Further, even if an integrity case is eventually dismissed due to countervailing evidence, it does not mean anything was “false.” A dismissed inquiry does not mean no misconduct took place. Many times, inconclusive situations should be resolved in favor of inaction. I don’t see anything wrong with that. That said, using these correct and lenient dismissal outcomes to sow doubt about the integrity of the process itself feels misguided and dangerous.
Which brings us to the necessity that AI detectors should never, ever be used to initiate or decide a case of academic misconduct. At best, it’s evidence, not conclusion. I often liken it to a smoke detector. It’s a pretty good indicator of a problem but that problem may or may not be an actual fire. Human decision-making is essential. In one example, the USA Today case, that was done right. We don’t know about the other.
Personally, I think both of these examples were handled well and correctly by UC Davis. With evidence that the questioned work may have been original and authentic, the cases were dropped - and quickly. As such, I’m certain neither one was worthy of national press attention. But here we are.
International Quick Bites
Since that first piece was so long, I’m closing with International Quick Bites today.
China has issued an official warning against cheating ahead of its national college entrance exams. The warnings include police action and cite the case of an exam cheat from 2020 who was sentenced to three years in prison. It also advises parents not to trust tutors or preparation companies that promise results. The national exams began Wednesday and will be taken by a record 12.9 million students. Similar coverage can be found here.

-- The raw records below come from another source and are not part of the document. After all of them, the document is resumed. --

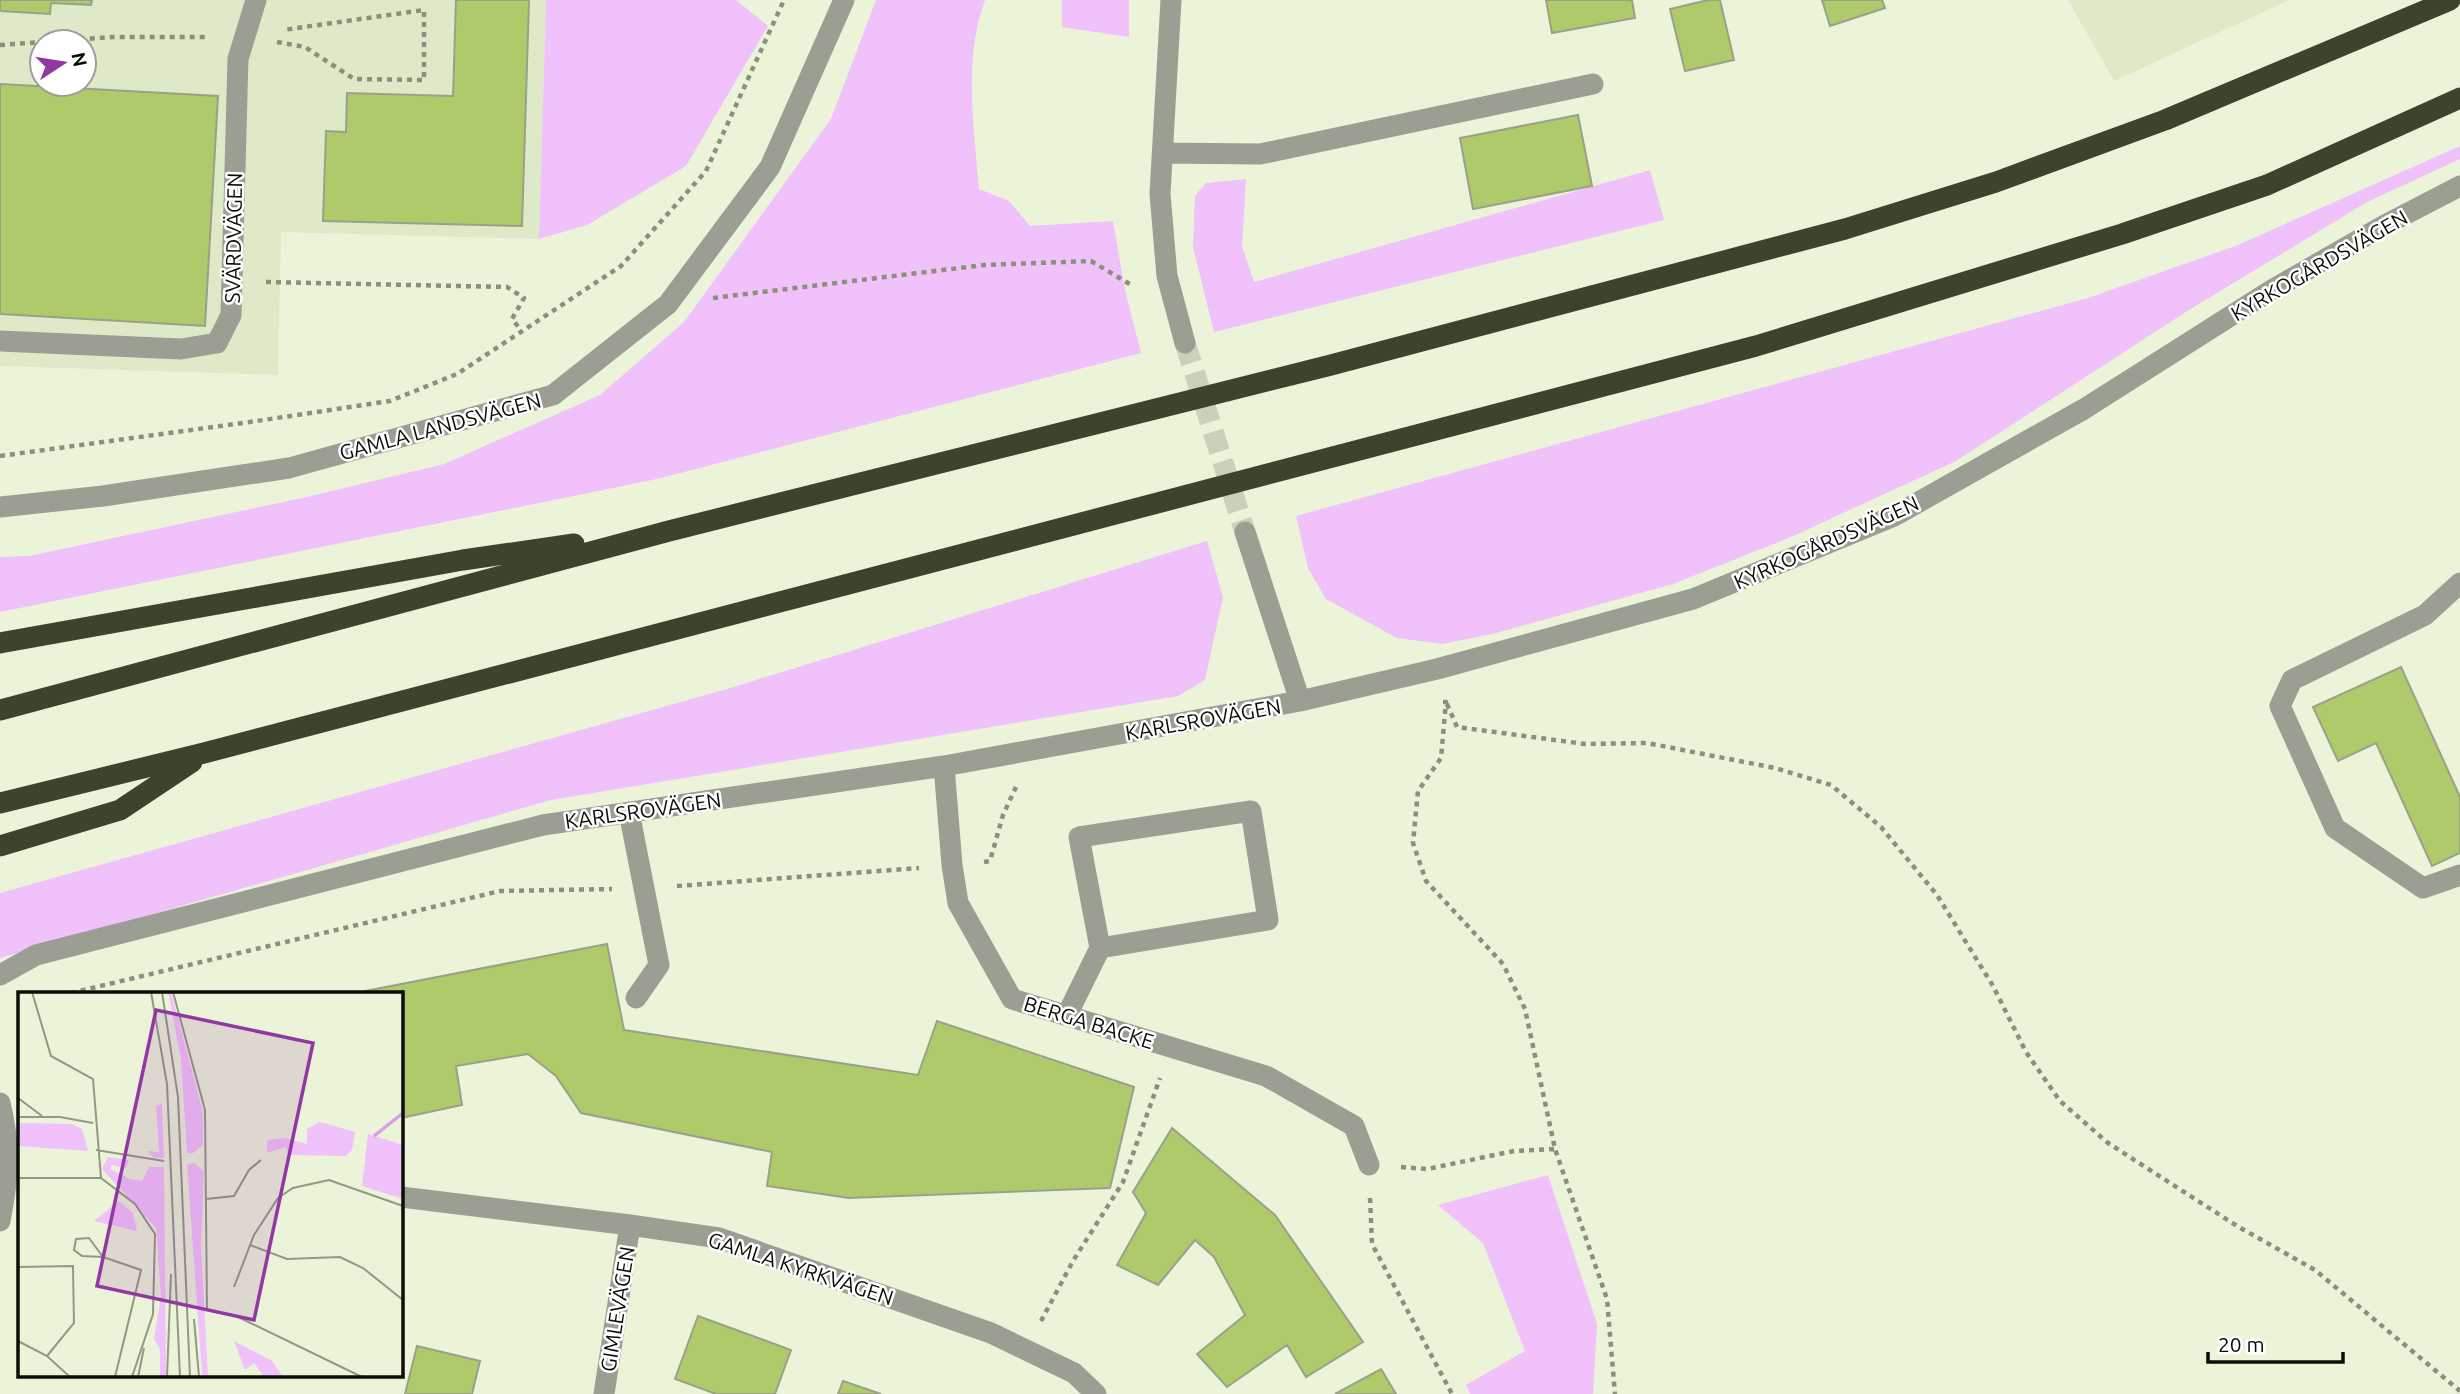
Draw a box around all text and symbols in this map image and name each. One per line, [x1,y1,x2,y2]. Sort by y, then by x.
north arrow [28,28,98,98]
text: N [67,50,92,69]
street label: SVÄRDVÄGEN [220,172,246,304]
street label: KYRKOGÅRDSVÄGEN [2226,205,2412,325]
street label: GAMLA LANDSVÄGEN [337,388,543,464]
street label: KYRKOGÅRDSVÄGEN [1730,490,1922,594]
street label: KARLSROVÄGEN [1123,693,1283,745]
street label: KARLSROVÄGEN [563,787,723,833]
street label: BERGA BACKE [1021,991,1157,1053]
inset map [18,992,402,1376]
street label: GAMLA KYRKVÄGEN [705,1227,897,1309]
street label: GIMLEVÄGEN [595,1245,639,1373]
scale bar [2208,1320,2343,1364]
text: 20 m [2218,1332,2265,1356]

In Uganda, the state Business and Technical Evaluations Board has increased penalties for exam cheating. Going forward, a finding of cheating will invalidate academic results not just for the exam but for the entire semester. Those who are caught cheating three times will incur a lifetime ban on taking exams.
In India, five students were arrested for sneaking phones into an exam and using a messaging app to share answers.
In Morocco, four students have been arrested for possession of equipment that was intended to be used in cheating on exams including, “64 electronic cards, 30 micro batteries, a set of wireless earphones, wires and electrical equipment, a laptop computer, as well as an amount of money suspected of being the proceeds of this criminal activity.”